■ Task to carry out: From the line that contains "Input: one rendered map. Extract" to the last line of the entries, set down each line exactly as written, both ends included, with nothing else.

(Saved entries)
*** Begin section ***
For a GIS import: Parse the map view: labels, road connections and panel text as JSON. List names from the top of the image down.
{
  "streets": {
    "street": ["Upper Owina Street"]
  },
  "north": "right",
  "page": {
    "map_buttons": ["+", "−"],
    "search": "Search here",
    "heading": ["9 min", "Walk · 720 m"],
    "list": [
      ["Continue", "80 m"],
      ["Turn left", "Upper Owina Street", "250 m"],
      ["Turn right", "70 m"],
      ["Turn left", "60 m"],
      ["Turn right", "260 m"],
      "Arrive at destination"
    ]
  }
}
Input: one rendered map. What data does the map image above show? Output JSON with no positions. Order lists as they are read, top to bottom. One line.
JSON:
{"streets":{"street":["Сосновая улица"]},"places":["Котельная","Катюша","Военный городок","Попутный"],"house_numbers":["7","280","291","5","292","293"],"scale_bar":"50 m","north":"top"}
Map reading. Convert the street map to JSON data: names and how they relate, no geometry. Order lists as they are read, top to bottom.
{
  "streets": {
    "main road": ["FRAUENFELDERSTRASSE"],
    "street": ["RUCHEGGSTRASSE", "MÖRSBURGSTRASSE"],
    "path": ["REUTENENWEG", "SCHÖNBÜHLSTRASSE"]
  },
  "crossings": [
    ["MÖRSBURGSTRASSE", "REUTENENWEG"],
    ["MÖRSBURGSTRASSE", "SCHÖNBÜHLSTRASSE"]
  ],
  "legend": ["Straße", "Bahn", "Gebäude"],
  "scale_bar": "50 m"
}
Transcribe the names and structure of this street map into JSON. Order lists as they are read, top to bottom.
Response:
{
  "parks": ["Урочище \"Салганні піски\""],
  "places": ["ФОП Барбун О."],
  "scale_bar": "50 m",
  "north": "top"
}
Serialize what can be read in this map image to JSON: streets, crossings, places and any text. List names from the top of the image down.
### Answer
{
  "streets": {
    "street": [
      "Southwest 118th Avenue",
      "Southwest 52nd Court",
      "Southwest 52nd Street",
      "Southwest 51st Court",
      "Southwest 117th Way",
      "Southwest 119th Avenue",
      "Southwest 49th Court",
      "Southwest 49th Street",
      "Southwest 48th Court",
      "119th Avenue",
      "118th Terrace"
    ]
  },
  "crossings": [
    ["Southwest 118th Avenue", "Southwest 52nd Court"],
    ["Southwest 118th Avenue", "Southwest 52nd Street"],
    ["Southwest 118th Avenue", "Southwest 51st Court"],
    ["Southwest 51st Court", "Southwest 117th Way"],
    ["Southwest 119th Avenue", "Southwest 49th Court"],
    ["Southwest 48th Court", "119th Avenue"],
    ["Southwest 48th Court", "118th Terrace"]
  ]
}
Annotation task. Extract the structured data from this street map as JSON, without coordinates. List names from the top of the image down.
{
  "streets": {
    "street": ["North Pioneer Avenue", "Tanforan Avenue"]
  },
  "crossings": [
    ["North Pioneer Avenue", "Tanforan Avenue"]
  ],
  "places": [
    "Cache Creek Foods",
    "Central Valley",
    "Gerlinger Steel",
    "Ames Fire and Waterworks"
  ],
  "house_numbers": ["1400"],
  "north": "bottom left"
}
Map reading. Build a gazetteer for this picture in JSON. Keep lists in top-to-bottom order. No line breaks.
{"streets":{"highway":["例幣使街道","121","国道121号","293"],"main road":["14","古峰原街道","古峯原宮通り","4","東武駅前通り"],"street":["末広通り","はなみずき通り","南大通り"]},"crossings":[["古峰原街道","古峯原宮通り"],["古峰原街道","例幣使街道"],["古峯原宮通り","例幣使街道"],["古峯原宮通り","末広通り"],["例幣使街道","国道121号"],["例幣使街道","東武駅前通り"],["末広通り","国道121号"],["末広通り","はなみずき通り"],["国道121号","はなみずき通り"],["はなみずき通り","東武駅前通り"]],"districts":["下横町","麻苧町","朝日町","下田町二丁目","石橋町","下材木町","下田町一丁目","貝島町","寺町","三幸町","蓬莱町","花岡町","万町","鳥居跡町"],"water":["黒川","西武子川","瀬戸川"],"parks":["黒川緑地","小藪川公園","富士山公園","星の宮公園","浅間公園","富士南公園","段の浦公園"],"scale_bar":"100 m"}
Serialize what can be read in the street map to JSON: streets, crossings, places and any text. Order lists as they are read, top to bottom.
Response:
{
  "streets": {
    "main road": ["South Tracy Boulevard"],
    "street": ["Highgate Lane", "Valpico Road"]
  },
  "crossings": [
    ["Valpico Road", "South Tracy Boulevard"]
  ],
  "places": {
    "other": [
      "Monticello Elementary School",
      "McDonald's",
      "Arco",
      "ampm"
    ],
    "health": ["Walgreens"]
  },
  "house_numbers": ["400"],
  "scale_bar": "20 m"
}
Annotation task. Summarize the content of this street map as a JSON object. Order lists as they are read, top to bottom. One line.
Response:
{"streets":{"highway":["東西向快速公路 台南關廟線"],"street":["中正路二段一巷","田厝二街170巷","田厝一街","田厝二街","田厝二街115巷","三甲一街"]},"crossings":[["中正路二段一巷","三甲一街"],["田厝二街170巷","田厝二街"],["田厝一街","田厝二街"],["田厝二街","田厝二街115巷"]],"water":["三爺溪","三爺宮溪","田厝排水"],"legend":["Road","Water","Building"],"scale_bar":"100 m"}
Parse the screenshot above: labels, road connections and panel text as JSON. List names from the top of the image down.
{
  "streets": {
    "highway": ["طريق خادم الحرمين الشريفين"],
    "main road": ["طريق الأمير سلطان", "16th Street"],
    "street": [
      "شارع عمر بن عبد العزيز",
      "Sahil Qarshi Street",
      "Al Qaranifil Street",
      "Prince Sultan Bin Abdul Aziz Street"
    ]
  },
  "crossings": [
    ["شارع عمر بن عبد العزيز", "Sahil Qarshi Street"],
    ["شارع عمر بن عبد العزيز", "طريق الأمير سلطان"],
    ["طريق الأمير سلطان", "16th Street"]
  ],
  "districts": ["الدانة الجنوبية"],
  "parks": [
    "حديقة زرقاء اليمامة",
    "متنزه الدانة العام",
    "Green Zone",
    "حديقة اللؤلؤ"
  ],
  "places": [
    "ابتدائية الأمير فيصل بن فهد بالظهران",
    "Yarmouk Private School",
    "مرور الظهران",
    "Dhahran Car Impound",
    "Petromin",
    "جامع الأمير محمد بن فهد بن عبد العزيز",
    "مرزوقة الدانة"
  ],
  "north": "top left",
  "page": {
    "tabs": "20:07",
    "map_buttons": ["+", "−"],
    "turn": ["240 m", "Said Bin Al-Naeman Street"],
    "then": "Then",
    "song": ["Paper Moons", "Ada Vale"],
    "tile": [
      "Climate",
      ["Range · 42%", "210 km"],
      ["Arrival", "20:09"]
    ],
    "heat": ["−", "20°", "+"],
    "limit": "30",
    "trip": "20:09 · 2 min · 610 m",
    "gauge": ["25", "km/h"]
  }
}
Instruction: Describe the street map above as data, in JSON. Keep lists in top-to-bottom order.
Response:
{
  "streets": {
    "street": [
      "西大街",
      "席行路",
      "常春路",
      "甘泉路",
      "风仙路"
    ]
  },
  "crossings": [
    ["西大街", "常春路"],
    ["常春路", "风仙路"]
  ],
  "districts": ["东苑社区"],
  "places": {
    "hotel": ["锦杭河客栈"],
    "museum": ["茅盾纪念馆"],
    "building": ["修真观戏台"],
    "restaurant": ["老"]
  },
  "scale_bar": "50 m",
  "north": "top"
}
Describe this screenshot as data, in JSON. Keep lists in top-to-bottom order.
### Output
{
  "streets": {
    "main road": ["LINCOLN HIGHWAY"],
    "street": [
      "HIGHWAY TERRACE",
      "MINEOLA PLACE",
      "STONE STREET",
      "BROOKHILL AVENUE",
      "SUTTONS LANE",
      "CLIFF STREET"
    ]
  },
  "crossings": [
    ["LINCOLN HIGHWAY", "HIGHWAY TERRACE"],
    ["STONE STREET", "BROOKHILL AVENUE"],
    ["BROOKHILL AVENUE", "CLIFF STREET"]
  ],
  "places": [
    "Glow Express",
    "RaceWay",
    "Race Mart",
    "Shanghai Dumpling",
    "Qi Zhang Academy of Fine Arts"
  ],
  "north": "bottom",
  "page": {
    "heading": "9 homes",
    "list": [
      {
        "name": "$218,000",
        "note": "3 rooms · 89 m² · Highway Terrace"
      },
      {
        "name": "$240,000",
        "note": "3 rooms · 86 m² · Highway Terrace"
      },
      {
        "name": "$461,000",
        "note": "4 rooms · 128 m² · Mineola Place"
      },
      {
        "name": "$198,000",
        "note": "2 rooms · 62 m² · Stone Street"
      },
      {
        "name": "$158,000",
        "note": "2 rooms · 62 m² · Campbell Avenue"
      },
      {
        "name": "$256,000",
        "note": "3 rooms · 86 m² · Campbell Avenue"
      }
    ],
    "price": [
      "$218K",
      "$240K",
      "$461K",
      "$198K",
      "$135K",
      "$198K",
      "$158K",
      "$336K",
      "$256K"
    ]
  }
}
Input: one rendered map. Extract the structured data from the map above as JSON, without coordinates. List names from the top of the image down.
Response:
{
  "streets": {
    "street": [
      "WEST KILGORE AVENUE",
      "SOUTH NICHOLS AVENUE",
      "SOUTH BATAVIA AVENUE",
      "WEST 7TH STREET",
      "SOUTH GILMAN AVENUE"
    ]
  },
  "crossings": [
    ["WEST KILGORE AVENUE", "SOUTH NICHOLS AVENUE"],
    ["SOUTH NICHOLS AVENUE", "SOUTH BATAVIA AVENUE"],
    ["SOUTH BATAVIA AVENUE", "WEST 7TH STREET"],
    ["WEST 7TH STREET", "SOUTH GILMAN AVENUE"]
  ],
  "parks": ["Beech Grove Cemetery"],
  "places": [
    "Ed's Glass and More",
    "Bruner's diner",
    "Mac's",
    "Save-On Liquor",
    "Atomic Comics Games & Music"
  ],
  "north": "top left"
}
*** End section ***
■ Your response:
Input: one rendered map. Extract the structured data from the map above as JSON, without coordinates. List names from the top of the image down.
Response:
{
  "streets": {
    "street": [
      "WEST KILGORE AVENUE",
      "SOUTH NICHOLS AVENUE",
      "SOUTH BATAVIA AVENUE",
      "WEST 7TH STREET",
      "SOUTH GILMAN AVENUE"
    ]
  },
  "crossings": [
    ["WEST KILGORE AVENUE", "SOUTH NICHOLS AVENUE"],
    ["SOUTH NICHOLS AVENUE", "SOUTH BATAVIA AVENUE"],
    ["SOUTH BATAVIA AVENUE", "WEST 7TH STREET"],
    ["WEST 7TH STREET", "SOUTH GILMAN AVENUE"]
  ],
  "parks": ["Beech Grove Cemetery"],
  "places": [
    "Ed's Glass and More",
    "Bruner's diner",
    "Mac's",
    "Save-On Liquor",
    "Atomic Comics Games & Music"
  ],
  "north": "top left"
}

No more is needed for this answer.